Vous l’aurez compris, la prochaine échéance mondiale des Bleues n’est donc pas pour tout de suite, ce qui impose une longue phase préparatoire et du temps pour se préparer à batailler contre les nations du top 10. L’objectif sera évidemment de conserver sa place en élite, la tâche sera en tout cas plus accessible que lors des deux tentatives précédentes puisqu’une seule nation sera reléguée. L’IIHF a décidé de cesser le renouvellement permanent de deux nations, qu’elle soutenait par le passé. Cette mesure décuple les chances de maintien, et elle peut même aider à une pérennisation en élite.

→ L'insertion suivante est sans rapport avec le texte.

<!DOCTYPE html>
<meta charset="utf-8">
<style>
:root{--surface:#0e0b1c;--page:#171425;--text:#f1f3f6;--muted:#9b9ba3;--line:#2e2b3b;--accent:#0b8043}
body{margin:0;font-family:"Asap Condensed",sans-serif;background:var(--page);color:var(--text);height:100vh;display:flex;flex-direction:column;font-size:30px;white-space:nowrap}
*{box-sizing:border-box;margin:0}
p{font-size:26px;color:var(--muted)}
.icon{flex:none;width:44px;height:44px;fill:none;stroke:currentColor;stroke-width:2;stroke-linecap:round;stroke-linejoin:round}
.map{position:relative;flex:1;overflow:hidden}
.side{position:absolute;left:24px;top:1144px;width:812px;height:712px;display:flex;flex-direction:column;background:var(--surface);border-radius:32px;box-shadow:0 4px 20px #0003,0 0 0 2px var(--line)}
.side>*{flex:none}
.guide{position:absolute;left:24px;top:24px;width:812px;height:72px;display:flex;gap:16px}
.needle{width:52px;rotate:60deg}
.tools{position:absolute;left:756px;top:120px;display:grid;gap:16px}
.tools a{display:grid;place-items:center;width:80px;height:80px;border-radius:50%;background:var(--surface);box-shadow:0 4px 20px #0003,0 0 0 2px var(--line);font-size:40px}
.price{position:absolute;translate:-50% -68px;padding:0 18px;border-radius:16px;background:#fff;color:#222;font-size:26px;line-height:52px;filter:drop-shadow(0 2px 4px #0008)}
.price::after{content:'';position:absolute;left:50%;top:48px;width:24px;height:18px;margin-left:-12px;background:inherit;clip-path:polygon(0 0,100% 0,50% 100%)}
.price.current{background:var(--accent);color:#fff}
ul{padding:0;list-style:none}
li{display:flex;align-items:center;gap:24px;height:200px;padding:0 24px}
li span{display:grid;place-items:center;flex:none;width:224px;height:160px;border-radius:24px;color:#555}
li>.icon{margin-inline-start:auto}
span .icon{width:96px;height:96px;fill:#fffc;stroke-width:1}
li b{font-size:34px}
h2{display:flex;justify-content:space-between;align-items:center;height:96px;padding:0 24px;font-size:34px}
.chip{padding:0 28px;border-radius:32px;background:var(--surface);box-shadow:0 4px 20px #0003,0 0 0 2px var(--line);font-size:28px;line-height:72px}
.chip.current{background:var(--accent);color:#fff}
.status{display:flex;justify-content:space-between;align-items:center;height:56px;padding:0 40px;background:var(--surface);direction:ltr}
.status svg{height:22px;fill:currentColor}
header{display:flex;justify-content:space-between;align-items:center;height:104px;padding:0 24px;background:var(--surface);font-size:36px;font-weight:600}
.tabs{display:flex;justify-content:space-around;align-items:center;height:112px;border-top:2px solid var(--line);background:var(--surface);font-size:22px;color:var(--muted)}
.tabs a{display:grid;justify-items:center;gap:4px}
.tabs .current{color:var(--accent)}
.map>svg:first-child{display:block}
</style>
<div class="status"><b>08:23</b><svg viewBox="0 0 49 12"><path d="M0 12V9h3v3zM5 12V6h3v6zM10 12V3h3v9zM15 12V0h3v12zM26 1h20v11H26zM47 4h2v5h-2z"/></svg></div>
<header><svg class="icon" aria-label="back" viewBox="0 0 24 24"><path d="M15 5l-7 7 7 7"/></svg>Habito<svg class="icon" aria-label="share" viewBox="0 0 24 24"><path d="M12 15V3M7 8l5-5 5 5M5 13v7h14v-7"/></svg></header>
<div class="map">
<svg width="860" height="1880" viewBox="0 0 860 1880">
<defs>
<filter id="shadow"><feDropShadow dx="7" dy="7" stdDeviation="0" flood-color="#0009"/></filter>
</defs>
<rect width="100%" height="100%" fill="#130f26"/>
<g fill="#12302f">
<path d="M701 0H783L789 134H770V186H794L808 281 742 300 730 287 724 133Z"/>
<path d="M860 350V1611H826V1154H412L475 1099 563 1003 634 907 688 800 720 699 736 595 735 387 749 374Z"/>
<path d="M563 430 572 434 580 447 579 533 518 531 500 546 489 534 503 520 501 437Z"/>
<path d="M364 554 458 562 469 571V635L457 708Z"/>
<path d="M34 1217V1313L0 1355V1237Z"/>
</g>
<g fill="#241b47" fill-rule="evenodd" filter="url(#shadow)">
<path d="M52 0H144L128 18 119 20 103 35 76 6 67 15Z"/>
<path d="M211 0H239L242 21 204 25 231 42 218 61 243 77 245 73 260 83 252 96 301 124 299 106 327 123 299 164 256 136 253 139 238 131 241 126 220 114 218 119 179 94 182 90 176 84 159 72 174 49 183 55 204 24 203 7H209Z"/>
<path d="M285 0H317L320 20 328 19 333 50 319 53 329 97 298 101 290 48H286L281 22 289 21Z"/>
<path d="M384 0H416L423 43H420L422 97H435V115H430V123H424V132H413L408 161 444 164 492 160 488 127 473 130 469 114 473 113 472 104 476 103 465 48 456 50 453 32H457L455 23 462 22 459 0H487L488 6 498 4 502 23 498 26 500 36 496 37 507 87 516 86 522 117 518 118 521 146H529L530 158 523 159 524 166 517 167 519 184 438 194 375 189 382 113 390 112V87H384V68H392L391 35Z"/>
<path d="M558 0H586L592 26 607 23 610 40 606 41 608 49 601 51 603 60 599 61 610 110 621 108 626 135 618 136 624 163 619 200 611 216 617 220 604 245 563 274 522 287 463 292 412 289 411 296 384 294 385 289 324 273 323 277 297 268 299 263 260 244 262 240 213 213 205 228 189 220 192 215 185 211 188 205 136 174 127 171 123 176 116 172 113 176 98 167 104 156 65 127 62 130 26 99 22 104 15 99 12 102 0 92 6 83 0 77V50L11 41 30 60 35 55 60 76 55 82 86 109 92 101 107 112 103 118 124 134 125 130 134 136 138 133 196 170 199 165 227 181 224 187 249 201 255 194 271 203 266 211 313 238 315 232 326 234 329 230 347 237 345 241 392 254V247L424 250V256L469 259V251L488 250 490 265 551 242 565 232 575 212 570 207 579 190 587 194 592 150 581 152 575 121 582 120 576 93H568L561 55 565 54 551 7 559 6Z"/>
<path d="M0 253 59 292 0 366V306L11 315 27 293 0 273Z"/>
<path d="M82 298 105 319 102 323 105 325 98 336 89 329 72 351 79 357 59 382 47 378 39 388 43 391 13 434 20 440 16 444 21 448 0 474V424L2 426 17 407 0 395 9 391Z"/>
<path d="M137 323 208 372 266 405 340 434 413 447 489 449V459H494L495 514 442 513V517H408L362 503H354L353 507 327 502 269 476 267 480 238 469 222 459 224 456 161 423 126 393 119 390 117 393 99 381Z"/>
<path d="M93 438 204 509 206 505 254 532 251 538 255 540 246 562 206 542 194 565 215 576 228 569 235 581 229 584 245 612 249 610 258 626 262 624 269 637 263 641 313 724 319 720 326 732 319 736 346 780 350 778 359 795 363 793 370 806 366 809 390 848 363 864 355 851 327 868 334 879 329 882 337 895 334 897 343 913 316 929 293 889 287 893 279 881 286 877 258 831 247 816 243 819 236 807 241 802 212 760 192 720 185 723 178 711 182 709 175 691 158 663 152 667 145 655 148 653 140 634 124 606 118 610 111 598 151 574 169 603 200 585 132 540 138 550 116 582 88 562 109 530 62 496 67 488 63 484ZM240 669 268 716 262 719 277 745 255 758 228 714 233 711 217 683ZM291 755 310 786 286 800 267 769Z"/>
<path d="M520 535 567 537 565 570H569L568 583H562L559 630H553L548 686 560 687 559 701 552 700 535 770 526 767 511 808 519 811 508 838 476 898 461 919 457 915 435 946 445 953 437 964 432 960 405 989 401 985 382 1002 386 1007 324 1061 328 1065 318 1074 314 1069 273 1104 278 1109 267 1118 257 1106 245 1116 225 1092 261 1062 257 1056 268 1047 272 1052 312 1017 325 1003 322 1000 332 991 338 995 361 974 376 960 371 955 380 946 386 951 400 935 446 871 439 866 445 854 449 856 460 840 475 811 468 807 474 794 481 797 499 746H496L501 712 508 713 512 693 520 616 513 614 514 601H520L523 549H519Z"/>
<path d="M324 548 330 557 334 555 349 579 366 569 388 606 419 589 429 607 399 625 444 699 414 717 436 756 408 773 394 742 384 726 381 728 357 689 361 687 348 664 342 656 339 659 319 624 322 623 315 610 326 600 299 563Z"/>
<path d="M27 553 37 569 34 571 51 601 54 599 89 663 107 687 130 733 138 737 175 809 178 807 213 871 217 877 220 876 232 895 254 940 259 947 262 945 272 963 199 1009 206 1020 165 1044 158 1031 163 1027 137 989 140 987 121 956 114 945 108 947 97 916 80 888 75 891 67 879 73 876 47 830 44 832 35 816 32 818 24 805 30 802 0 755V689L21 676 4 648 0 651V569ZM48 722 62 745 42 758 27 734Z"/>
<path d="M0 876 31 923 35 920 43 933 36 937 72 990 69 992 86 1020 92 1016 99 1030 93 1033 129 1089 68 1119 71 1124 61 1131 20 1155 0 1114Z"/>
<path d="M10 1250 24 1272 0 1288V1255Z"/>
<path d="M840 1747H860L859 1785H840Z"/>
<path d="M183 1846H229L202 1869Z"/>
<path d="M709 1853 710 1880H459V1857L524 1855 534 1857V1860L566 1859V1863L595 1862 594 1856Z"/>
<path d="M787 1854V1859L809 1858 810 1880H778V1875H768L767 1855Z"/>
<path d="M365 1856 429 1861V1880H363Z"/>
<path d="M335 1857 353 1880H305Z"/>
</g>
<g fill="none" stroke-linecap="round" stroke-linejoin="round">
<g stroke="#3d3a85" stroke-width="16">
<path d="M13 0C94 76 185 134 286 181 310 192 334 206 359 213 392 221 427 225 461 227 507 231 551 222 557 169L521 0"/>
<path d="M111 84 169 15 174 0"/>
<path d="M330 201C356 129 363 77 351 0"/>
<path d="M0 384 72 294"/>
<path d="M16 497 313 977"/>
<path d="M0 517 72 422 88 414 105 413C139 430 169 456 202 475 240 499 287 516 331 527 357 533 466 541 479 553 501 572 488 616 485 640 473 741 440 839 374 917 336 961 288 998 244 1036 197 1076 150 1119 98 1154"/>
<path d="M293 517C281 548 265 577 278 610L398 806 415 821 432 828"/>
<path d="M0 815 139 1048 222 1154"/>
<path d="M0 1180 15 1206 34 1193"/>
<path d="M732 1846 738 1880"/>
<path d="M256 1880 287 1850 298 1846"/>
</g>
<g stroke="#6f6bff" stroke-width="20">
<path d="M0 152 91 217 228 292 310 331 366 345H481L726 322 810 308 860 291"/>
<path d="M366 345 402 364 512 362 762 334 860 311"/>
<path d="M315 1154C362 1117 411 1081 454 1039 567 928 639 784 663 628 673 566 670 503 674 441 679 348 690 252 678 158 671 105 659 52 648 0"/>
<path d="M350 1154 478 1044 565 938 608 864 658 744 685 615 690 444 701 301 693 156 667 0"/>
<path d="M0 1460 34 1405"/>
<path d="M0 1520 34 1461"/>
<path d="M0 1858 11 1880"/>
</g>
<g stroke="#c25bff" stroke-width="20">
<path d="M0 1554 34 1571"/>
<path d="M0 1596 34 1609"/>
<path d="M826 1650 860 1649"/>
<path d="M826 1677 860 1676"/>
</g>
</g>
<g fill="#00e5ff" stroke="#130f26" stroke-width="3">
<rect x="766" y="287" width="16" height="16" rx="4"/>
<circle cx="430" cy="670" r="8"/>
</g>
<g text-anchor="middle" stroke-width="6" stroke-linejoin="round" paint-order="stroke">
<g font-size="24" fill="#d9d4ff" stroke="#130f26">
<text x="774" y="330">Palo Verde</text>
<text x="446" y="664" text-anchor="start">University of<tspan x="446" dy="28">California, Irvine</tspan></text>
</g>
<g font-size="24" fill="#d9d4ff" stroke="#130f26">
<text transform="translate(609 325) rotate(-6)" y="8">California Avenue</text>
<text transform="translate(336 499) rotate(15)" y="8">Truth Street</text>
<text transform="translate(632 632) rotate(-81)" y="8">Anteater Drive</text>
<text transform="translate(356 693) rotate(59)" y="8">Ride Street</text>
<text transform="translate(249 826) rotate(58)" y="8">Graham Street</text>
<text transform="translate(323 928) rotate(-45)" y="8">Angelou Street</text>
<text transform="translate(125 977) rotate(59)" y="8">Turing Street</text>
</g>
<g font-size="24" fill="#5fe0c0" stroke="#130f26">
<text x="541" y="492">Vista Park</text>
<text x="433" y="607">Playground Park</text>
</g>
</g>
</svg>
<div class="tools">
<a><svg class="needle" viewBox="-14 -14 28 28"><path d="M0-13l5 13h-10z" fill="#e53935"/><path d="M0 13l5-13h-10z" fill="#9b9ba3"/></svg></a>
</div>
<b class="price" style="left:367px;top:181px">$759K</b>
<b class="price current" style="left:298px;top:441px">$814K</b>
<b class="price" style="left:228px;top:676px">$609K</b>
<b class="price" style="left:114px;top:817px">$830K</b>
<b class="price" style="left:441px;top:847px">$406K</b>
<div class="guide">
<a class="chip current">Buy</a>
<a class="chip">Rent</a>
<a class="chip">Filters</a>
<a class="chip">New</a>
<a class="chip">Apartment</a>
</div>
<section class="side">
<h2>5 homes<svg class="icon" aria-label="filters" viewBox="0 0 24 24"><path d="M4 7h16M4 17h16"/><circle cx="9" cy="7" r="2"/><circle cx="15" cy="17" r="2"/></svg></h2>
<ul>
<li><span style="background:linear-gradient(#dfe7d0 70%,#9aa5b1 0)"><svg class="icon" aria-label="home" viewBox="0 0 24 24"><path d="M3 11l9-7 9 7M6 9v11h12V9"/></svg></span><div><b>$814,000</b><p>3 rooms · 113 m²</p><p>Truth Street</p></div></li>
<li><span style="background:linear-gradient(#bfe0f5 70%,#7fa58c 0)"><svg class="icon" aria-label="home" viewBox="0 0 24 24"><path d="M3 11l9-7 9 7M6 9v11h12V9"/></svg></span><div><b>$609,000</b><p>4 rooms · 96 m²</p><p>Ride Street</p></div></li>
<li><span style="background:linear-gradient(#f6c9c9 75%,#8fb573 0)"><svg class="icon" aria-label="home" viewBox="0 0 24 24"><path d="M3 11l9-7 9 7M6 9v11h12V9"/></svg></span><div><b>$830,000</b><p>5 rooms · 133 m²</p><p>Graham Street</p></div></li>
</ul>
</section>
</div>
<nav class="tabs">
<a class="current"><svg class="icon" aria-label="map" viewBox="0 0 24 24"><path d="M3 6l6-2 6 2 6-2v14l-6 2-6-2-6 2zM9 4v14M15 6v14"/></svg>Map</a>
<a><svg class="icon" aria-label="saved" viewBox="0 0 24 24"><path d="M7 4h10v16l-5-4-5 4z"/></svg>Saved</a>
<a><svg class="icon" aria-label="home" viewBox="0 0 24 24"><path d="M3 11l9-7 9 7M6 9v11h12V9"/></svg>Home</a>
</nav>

D’ici novembre 2027, bon nombre de joueuses du groupe France auront mûri, progressé avec une place plus marquée dans l’effectif et d’autres auront probablement percé. Cela devrait permettre de disposer d’un effectif plus affûté qu’il ne l’était en 2023 à Brampton.
Gardons à l’esprit qu’une compétition s’immiscera d’ici là puisque la France goûtera à partir d’avril 2027 au retour du Championnat d’Europe, qui avait connu cinq éditions entre 1989 et 1996. Pour le moment, le format et le nombre d’équipes participantes n’ont pas encore été communiquées. Manifestement, l’IIHF veut renforcer la compétition sur le territoire européen, et niveler vers le haut les programmes des équipes nationales.
Quatorzième nation mondiale en 2025 au ranking IIHF, la France va faire un bon en avant chez les féminines entre sa participation olympique et son titre mondial D1A. Championnat d’Europe au printemps 2027 et Mondial élite à l’automne 2027, voilà le programme qui s’inscrit dans ce début de cycle olympique de l’équipe de France, qu’elle peut aborder avec le plein de sérénité.